Guarantee Meaning Trade-off
At-most-once Message delivered 0 or 1 times Fastest, may lose messages
At-least-once Message delivered 1 or more times Safe, may have duplicates
Exactly-once Message delivered exactly 1 time Safest, most complex
At-most-once (Fire and forget):
  Producer ──publish──► Broker ──deliver──► Consumer
                         │
                   If lost here,
                   gone forever

At-least-once (Default in GoQueue):
  Producer ──publish──► Broker ──deliver──► Consumer
                         │                     │
                         │                  ACK/NACK
                         │◄────────────────────┘
                         │
                   If no ACK, redeliver

Exactly-once (With transactions):
  Producer ──publish──► Broker ──deliver──► Consumer
       │                  │                    │
  Idempotent key     Deduplication          ACK + 
                                          idempotent
                                          processing

Message Acknowledgment

ACK (Acknowledge)

An ACK tells GoQueue: “I successfully processed this message, delete it.”

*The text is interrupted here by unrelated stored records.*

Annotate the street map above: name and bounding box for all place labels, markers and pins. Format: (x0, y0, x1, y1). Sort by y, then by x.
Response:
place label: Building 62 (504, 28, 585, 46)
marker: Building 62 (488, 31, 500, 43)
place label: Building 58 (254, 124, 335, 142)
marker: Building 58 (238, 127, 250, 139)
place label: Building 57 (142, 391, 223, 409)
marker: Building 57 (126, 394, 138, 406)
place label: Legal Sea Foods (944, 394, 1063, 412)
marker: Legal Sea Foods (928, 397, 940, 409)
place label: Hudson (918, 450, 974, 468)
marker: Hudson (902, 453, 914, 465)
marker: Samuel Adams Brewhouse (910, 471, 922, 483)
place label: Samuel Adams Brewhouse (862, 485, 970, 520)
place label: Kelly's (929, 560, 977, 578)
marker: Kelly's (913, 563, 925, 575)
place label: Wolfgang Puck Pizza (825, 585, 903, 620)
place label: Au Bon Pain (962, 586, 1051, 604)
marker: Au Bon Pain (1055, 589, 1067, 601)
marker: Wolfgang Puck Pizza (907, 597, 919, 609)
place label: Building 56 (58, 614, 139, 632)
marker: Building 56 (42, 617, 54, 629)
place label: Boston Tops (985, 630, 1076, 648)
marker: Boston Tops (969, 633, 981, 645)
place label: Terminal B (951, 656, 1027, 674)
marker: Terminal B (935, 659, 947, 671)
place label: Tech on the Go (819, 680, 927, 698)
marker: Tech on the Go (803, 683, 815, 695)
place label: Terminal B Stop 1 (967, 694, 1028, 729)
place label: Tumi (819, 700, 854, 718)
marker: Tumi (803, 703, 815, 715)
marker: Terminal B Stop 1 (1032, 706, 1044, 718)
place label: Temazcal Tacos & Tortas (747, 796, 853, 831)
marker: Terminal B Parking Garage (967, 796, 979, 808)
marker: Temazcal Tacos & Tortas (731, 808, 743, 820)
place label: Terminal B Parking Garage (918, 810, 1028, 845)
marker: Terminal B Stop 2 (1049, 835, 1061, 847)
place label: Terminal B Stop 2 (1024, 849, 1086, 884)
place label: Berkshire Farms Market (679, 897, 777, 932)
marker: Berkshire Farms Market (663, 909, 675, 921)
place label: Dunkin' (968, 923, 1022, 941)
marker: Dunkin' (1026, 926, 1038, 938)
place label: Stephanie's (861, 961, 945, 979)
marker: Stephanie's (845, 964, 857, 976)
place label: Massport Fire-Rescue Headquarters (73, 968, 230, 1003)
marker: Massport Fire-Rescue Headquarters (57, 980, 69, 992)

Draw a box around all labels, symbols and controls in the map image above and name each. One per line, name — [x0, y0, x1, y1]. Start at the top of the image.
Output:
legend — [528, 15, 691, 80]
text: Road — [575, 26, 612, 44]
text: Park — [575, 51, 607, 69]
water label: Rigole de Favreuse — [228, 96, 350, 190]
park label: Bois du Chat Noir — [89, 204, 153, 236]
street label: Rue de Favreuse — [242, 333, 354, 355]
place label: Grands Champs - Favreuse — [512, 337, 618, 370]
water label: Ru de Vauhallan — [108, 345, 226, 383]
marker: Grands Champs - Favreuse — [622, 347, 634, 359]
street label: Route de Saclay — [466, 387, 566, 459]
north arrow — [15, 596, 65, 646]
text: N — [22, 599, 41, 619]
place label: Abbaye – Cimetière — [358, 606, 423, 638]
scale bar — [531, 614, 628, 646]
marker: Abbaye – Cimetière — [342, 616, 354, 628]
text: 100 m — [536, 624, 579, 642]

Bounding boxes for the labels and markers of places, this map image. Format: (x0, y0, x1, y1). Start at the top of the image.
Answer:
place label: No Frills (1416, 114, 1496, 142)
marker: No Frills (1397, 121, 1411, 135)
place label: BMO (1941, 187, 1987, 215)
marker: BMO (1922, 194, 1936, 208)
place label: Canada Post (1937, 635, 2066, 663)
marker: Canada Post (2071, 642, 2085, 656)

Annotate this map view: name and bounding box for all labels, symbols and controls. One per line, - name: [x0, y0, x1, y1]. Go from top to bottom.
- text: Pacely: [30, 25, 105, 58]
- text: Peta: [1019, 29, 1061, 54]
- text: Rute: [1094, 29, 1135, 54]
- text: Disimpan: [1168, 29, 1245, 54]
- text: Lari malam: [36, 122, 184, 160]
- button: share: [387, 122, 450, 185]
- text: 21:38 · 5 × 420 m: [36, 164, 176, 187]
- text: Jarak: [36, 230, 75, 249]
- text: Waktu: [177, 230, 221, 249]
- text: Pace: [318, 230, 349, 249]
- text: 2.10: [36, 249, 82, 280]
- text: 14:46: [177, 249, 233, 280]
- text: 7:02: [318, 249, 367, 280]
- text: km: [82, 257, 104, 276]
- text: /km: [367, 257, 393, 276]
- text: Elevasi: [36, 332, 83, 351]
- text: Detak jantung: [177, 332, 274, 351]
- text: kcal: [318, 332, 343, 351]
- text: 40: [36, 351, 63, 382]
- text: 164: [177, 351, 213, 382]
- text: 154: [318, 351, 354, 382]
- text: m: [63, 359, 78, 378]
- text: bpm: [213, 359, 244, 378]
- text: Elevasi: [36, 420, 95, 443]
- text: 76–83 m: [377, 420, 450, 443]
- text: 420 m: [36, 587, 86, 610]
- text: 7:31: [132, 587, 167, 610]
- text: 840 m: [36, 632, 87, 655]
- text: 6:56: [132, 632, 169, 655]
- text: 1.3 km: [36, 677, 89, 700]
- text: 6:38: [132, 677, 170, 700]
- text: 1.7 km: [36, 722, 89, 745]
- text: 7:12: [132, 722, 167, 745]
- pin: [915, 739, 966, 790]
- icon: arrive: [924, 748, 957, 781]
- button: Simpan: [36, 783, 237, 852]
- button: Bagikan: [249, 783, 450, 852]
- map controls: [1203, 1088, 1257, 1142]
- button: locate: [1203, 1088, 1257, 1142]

Consumer                          Broker
   │                                │
   │◄───────── message M1 ──────────│
   │                                │
   │         (process M1)           │
   │                                │
   │─────────── ACK M1 ────────────►│
   │                                │
   │                           ┌────┴────┐
   │                           │ Delete  │
   │                           │   M1    │
   │                           └─────────┘
# HTTP API
curl -X POST http://localhost:8080/messages/ack \
  -H "Content-Type: application/json" \
  -d '{
    "topic": "orders",
    "partition": 0,
    "offset": 42
  }'

NACK (Negative Acknowledge)

A NACK tells GoQueue: “I couldn’t process this, handle it based on policy.”

Consumer                          Broker
   │                                │
   │◄───────── message M1 ──────────│
   │                                │
   │        (process fails)         │
   │                                │
   │─────────── NACK M1 ───────────►│
   │                                │
   │                           ┌────┴────┐
   │                           │ Retry?  │
   │                           │  DLQ?   │
   │                           └─────────┘

NACK Options

# NACK with retry (back of queue)
curl -X POST http://localhost:8080/messages/nack \
  -d '{
    "topic": "orders",
    "partition": 0,
    "offset": 42,
    "requeue": true
  }'

# NACK without retry (to DLQ immediately)
curl -X POST http://localhost:8080/messages/nack \
  -d '{
    "topic": "orders",
    "partition": 0,
    "offset": 42,
    "requeue": false
  }'

Visibility Timeout

The visibility timeout is the period during which a message is invisible to other consumers after being received.

How It Works

Timeline:
────────────────────────────────────────────────────────────────►

t=0         t=10s                 t=30s                   t=31s
 │            │                     │                       │
 │         Process                  │                       │
 ▼         completes                ▼                       │
┌─────────────────────────────────────────────────────────────┐
│                    Message INVISIBLE                        │
└─────────────────────────────────────────────────────────────┘
 │            │                     │                       │
Receive      ACK ──────────────────►│                       │
message      sent                   │                       │
                               If NO ACK               Message
                               by timeout              VISIBLE
                                                       again
                                                   (redelivered)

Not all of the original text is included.